Beyond that, how credit card debt accrued during marriage gets divvied up in divorce depends on several factors, including where you live. States handle debt from a marriage in one of two ways: It's either considered community property or common-law property.

Common-Law States

Most states follow common-law property rules, where they divide marital property equitably, or in a way that the judge views as fair. Courts in these states usually hold the spouse who incurred the debts solely responsible for repayment. Currently, there are 41 common-law property states, where a court will hold you responsible for:

  • Credit card debt solely in your name
  • Joint credit card debt in both your name and your spouse's
  • Credit card debt from an account that you cosigned for your spouse, even if not owned jointly

Note that you can opt into a community property framework if you live in Alaska, South Dakota, Tennessee, Kentucky or Florida, though you must meet the state's individual requirements.

Community Property States

The other nine states—Arizona, California, Idaho, Louisiana, Nevada, New Mexico, Texas, Washington and Wisconsin—do things differently.

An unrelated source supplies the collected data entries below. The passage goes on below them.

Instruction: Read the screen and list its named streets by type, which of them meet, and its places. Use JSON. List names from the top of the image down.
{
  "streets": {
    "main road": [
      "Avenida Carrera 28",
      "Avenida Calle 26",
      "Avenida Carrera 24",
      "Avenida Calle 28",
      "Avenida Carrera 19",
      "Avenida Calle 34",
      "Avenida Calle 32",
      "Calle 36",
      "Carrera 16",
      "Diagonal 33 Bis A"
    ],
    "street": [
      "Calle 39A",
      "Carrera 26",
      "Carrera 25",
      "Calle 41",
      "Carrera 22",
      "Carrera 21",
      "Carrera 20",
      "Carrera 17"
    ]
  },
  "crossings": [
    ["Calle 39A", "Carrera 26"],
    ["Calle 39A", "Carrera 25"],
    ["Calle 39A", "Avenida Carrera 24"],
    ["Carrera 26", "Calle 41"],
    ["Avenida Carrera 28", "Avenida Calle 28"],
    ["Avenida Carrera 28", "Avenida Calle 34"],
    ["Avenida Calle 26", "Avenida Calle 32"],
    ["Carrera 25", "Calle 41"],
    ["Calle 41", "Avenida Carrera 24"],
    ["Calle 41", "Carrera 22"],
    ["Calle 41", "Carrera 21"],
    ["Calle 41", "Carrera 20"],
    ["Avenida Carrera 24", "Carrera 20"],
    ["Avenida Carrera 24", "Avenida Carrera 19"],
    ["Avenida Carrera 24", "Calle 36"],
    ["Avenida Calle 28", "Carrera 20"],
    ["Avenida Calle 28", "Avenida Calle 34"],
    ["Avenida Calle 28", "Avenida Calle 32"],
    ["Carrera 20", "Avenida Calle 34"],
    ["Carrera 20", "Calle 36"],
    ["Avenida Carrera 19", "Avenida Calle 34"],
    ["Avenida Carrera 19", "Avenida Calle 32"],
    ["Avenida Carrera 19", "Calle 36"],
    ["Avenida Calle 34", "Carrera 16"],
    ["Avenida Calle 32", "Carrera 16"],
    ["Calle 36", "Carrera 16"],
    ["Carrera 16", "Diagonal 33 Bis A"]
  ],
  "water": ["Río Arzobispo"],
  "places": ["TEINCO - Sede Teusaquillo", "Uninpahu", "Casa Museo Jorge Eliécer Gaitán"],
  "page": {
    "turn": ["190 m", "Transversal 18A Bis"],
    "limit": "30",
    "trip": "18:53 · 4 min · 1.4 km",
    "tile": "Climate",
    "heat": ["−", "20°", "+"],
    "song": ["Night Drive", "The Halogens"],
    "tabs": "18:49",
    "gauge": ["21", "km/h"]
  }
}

These states use community property rules that typically divide property equally (but not always). In other words, both spouses are usually responsible for debts incurred during the marriage by either party, but not for debts incurred before marriage.

In community property states, you and your spouse will be held equally liable for:

  • Any credit card debts in your name (as a sole owner or jointly)
  • Credit card debt you cosign for, even if it's not owned jointly
  • Any credit card debt or loan belonging to your spouse that was incurred during marriage, even if your name isn't on the account or you're not a cosigner

If you live in a community property state, there are some ways to keep your property separate after marriage, which can offer protection in a divorce.

Exceptions to the Rules

Of course, there are some exceptions. You can argue in court for debts or assets to be handled differently than state guidelines dictate, and the judge may have discretion to approve changes.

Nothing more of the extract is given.